The Fukushima plant is a General Electric Mark I (a design term for the plant’s containment structure). So is the Vermont Yankee nuclear plant near Brattleboro, and so are two other plants that belong to Vermont Yankee’s owner, Entergy of Louisiana: the Nine Mile Point plant in upstate New York and the Pilgrim plant in Plymouth. In all, the U.S. has 23 reactors of this type.
The Mark I connection was cited last week by Sen. Bernie Sanders of Vermont in a letter to Sen. Barbara Boxer, chairman of the Senate Committee on Environment and Public Works, requesting a Congressional inquiry into “the safety of our nation’s nuclear power plants, in light of the ongoing situation in Japan. As you know, two nuclear reactors in Japan at the Fukushima plant are believed to be in partial meltdown according to the Japanese government; in addition, there have been two [three at press time] hydrogen explosions and direct venting of radioactive gases into the environment.”

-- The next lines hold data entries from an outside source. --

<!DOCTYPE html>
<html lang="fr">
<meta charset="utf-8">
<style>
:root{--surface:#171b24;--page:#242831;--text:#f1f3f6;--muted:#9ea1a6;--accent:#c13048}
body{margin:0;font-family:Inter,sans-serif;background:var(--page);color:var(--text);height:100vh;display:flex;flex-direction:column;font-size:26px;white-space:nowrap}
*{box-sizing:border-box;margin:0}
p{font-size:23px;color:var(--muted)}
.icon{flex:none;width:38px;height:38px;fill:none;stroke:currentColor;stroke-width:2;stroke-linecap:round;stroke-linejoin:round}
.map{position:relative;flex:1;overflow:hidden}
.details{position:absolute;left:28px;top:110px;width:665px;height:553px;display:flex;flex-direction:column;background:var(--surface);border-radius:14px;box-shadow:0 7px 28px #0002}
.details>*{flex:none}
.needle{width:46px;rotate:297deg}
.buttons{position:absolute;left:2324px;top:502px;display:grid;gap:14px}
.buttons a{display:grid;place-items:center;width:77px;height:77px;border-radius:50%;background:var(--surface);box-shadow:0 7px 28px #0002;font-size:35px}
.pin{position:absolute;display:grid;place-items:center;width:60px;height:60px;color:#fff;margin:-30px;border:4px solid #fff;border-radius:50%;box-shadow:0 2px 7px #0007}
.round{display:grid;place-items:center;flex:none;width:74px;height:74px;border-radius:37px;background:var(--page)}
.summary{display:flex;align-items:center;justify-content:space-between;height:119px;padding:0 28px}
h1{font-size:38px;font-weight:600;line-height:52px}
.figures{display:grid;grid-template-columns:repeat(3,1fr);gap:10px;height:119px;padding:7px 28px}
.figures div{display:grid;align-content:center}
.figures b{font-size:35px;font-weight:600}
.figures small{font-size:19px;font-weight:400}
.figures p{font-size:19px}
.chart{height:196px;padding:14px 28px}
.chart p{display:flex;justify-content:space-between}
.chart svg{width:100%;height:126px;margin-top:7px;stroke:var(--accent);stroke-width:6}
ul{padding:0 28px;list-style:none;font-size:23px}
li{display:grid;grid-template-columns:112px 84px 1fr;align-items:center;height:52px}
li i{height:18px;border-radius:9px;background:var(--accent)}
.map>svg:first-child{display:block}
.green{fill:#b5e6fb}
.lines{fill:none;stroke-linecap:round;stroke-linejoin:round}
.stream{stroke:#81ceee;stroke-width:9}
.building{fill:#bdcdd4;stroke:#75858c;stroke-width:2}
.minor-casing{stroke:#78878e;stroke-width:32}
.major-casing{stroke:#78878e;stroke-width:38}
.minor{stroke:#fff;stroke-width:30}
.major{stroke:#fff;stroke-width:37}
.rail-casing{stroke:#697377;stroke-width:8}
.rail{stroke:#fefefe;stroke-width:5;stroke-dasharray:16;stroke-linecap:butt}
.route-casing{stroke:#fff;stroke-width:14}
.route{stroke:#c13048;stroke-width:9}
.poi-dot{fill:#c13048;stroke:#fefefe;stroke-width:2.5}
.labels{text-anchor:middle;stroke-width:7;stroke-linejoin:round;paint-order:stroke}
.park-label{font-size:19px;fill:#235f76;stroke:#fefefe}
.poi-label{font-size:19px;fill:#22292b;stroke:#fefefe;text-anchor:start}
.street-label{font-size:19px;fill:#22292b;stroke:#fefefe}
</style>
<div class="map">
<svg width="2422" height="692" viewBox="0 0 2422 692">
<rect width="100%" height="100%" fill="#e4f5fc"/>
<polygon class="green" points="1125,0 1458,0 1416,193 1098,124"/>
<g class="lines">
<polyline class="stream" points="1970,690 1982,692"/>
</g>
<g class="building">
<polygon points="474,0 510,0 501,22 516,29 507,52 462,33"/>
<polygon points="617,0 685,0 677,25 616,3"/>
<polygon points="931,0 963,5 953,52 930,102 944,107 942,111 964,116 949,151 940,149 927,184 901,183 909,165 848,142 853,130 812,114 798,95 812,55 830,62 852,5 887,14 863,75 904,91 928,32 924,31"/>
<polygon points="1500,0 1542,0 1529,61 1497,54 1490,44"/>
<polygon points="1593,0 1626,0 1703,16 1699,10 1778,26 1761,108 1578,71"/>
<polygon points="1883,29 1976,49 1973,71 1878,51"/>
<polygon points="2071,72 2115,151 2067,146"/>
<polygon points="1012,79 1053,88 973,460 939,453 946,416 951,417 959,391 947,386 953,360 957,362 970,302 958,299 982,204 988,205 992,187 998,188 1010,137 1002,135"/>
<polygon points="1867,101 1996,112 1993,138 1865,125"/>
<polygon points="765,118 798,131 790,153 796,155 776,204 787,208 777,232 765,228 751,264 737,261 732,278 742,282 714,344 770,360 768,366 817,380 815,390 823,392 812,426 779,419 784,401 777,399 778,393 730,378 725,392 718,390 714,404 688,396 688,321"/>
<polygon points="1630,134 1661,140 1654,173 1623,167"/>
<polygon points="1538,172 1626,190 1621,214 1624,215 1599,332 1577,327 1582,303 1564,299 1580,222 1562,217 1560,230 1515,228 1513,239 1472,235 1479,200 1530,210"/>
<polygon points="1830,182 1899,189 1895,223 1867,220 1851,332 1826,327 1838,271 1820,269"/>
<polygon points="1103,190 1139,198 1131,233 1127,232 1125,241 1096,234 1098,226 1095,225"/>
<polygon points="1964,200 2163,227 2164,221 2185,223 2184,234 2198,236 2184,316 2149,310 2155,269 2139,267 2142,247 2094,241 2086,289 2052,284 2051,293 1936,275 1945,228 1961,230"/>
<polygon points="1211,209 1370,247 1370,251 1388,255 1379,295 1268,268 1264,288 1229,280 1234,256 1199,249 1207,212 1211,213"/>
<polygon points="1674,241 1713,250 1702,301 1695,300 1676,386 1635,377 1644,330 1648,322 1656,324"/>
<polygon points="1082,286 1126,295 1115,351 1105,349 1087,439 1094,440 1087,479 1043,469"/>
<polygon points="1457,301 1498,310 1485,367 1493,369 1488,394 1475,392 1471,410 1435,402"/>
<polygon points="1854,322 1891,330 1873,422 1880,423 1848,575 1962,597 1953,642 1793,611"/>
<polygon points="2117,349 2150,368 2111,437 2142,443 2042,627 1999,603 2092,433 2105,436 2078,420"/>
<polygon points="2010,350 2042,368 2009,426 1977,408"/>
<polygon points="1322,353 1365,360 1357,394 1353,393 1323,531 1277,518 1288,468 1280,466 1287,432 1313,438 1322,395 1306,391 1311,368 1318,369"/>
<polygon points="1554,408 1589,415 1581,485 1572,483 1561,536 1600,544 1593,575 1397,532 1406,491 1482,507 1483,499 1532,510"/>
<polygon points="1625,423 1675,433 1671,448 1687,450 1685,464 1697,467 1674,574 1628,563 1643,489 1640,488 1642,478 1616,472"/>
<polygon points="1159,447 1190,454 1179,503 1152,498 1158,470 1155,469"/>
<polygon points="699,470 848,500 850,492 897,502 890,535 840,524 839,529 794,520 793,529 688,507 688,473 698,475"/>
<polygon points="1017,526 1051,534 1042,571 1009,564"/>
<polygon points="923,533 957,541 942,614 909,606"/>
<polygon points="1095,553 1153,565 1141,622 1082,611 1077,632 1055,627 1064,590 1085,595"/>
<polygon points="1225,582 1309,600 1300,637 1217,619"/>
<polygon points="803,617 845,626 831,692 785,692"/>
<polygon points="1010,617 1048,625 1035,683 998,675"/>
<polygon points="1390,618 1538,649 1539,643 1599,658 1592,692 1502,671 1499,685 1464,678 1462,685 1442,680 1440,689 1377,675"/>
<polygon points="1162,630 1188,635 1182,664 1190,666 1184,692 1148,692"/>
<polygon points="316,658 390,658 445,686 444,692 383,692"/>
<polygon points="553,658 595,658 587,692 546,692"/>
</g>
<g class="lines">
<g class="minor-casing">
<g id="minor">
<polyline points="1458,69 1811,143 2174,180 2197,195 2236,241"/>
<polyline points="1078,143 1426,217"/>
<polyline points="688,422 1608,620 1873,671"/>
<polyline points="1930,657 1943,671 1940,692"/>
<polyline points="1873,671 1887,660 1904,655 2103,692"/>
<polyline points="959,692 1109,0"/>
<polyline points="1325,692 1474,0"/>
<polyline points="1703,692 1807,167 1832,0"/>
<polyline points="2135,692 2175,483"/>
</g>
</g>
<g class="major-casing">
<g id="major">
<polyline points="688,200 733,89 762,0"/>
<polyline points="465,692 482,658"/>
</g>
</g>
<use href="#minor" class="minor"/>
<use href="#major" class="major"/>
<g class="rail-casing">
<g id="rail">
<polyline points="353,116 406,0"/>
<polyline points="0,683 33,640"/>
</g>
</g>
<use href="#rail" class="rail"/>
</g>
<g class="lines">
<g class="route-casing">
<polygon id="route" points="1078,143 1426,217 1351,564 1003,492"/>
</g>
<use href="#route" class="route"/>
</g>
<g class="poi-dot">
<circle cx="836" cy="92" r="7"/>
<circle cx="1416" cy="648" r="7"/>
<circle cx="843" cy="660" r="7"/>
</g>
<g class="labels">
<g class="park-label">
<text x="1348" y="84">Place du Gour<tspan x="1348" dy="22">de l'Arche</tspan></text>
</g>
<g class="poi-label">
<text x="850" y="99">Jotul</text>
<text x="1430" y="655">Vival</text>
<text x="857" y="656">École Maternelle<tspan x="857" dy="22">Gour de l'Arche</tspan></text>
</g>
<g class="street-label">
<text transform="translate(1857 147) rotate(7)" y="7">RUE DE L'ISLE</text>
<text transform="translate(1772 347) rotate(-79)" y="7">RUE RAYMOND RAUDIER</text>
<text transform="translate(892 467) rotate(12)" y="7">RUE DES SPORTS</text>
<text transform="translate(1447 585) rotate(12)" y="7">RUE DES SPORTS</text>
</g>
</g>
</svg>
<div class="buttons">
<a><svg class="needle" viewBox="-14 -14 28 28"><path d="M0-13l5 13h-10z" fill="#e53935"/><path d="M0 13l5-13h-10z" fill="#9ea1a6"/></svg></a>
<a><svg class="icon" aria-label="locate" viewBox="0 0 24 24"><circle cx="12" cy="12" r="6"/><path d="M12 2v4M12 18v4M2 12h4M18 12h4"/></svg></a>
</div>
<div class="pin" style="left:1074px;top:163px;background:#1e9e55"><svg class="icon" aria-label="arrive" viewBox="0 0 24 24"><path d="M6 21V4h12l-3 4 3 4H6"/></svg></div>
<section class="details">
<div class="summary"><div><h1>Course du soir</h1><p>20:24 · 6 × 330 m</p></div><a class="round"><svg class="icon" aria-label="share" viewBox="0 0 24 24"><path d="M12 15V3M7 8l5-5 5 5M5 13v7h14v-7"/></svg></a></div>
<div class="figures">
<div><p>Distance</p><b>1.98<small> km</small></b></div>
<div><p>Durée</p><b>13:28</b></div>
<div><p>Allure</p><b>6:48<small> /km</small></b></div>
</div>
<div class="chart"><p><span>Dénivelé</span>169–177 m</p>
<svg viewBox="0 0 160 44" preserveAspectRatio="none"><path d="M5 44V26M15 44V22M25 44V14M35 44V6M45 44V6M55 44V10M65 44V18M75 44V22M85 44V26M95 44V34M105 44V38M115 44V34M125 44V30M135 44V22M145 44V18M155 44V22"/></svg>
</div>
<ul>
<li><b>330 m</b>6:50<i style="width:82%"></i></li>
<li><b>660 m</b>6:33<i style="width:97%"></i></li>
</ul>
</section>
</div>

The Mark I design stemmed from a model developed by General Electric in the 1950s, and from early on there were concerns about its safety. A revealing interchange on the subject took place in 1972 between Stephen H. Hanauer, an official with the Atomic Energy Commission, the predecessor of the Nuclear Regulatory Commission, and Joseph Hendrie of Brookhaven National Laboratory, later NRC chairman. Hanauer wrote a memo suggesting that the Mark I design—which the industry favored because it was economical—be discontinued because in an accident, pressure from hydrogen buildup might rupture the containment. Hendrie agreed, but complained that the Mark I was so popular with the industry and regulators that “reversal of this hallowed policy& could well be the end of nuclear power.”
Fast forward to 2011, when the Fukushima disaster has become a dismaying example of the failure of nuclear plant engineering. As the Union of Concerned Scientists explains it, the NRC requires operators to show that in case of accident, their nuclear plants would release no more than 250 millisieverts of radiation during the worst moment of the event. On March 16, Fukushima, with reactors similar in design to many in the U.S., was emitting 1,000 millisieverts—a sign that nuclear plant design specs can be meaningless in the face of a significant natural disaster.